Editor’s note: The first offshore wind farm in the U.S. is now fully online and powering an island community off the coast of Rhode Island with wind energy, thanks in large part to GE’s Haliade 150-6MW offshore turbines. In the latest GE Reports, writer Tomas Kellner shares more…
The small island sits off the coast of Rhode Island between the northeastern tip of New York’s Long Island and Martha’s Vineyard, Massachusetts. There, like the archetypal New Englander, it cuts a hardy and stout profile, with chin out, to face the battering North Atlantic Ocean, the bruising wind and the weather it brings.
But a new era has dawned, and the relationship between the wind and Block Island will never be the same. In the wee hours of May 1, the diesel generators operated by the Block Island Power Company, the island’s electricity provider, fell silent.
Workers shut down the units at 5:30 a.m. and switched some 2,000 customers over to a new source.
When lights came back on moments later, they were powered by electrons streaming from Deepwater Wind’s Block Island Wind Farm. The switch made Block Island the United States’ first community to receive electricity from an offshore wind project.
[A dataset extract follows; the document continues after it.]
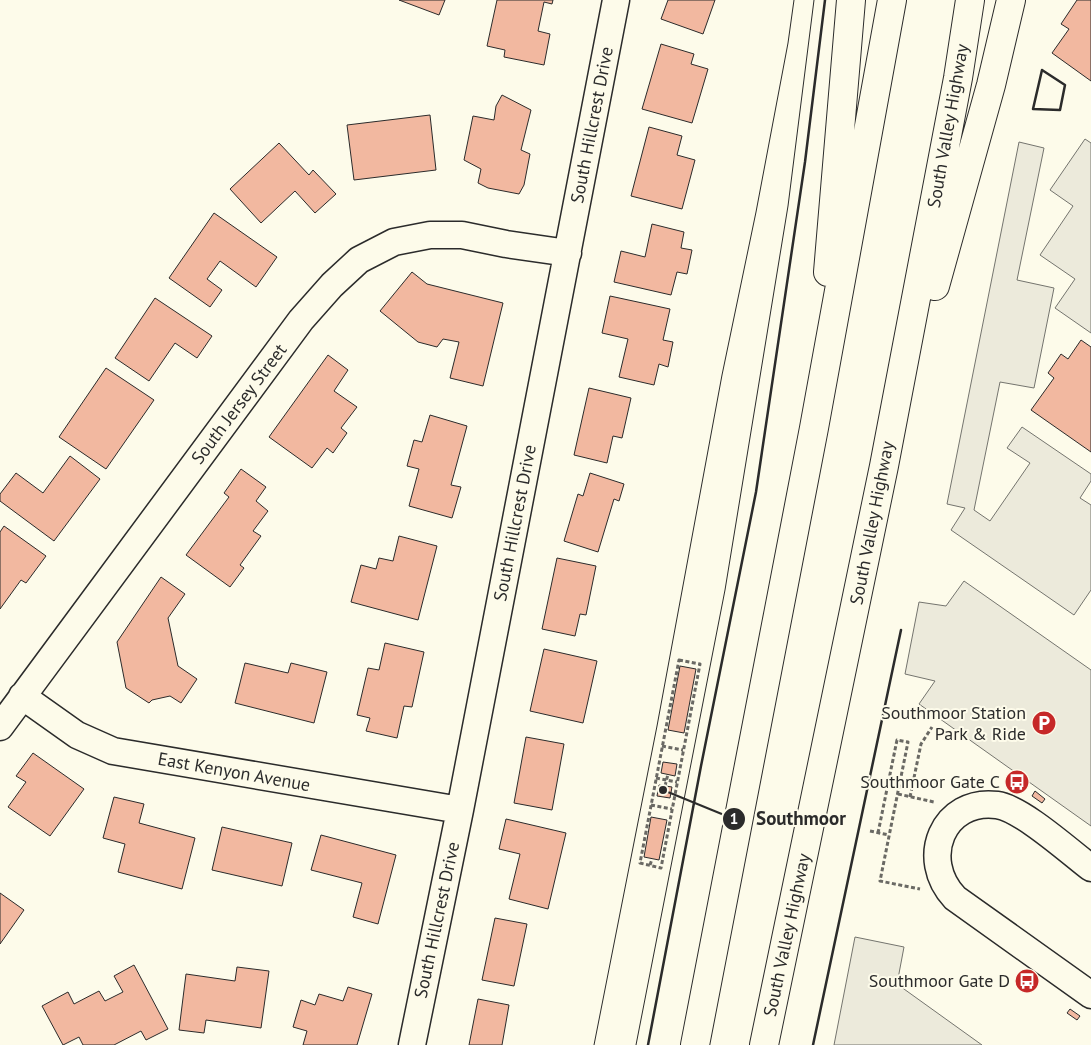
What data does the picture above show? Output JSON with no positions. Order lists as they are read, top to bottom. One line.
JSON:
{"streets":{"highway":["South Valley Highway"],"street":["South Hillcrest Drive","South Jersey Street","East Kenyon Avenue"]},"crossings":[["South Hillcrest Drive","South Jersey Street"],["South Hillcrest Drive","East Kenyon Avenue"],["South Jersey Street","East Kenyon Avenue"]],"places":{"parking":["Southmoor Station Park & Ride"],"bus stop":["Southmoor Gate C","Southmoor Gate D"],"other":["Southmoor"]}}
It should allow the power operator to save almost a million gallons of diesel fuel every year.
The wind farm consists of five GE Haliade 150-6MW offshore turbines with enough capacity to generate 30 MW of renewable electricity from the breezes whipping over the sea’s surface here. It sits in the ocean three miles south of Block Island, which now receives its power via undersea cables connecting the wind farm to the island and the Sea2Shore cable linking the wind farm to the mainland grid in Narragansett, Rhode Island.